She begins with a prologue with the subtext “Eliza Wants to Know,” detailing the curiosity of her oldest child and her own anxiety of finally telling her children the truth about their grandfather’s death. From here, the pieces slowly fall into place as Lenney begins to drop details concerning the murder before bringing the audience back in time to the day she first received the phone call from her half-brother.
What ultimately makes Lenney’s book so compelling is that it is a story not only about loss, but also the aftermath of loss and the path to healing. Lenney’s story doesn’t come to a close after the full details of her father’s death are revealed, but years later when she finally begins to heal from the ordeal. Furthermore, the novel comes full circle as she returns to the dilemma introduced in the first chapter: telling her children the truth about their grandfather’s death. Moving and highly compelling, Lenney’s strength transfers to the reader as they make the journey with her.

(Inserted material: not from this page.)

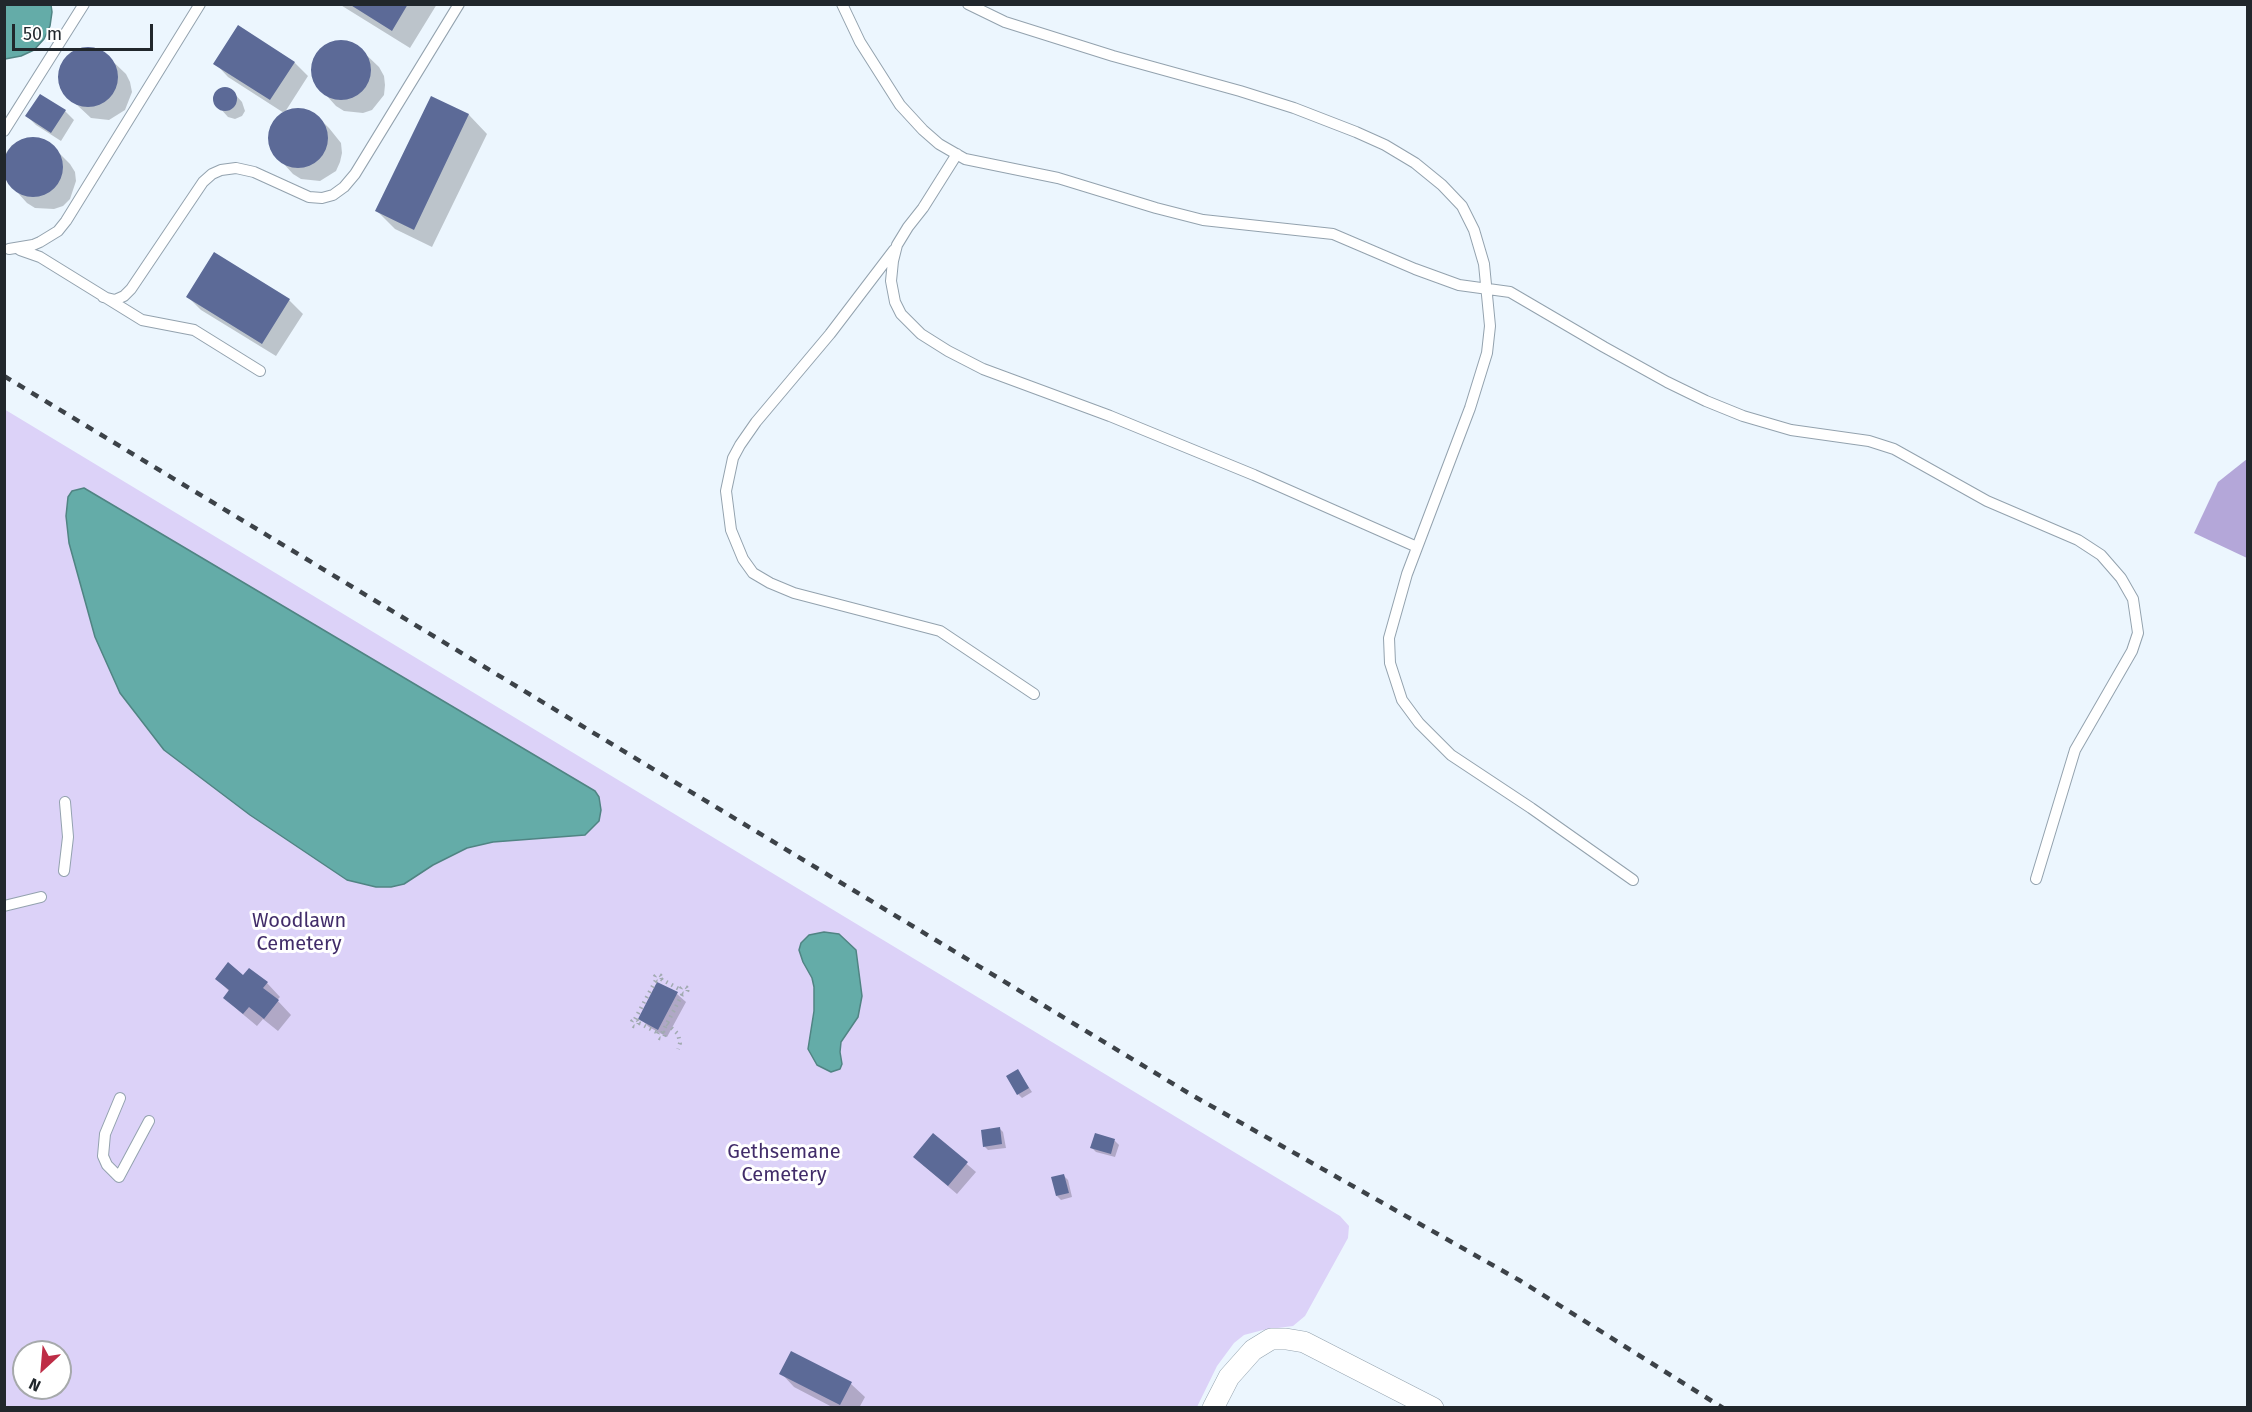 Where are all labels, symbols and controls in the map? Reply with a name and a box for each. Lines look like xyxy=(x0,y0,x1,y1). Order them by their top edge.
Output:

I thought bigger than life a good book, it's about a murder, her father's and a memoir; and it all fit. I found her book because I went to Vroman's for a local reading of students from the Master of Professional Writing program at USC. Ms. Lenney is a member of the core faculty. she is co-author of Acting For Young Actors, and is on core faculty for Bennington Writing Seminars, and also the Rainier Writng Workshop. Dina Lenney is no slouch and she read from her latest book, which I hope will come out soon.
Personally, she vibrant, confident, down to earth and a good presenter. I liked the book a lot, because I am a memoir addict, but the writing must be good. No small task, this murder, and her surrounding family life. She renders it well.
Book is by University of Nebraska press, Lincoln ne 68588-0630,bisonbooks.com
As a non-American, I wasn't sure I'd like this book, which had been recommended to me by American friends. Turns out I couldn't put it down.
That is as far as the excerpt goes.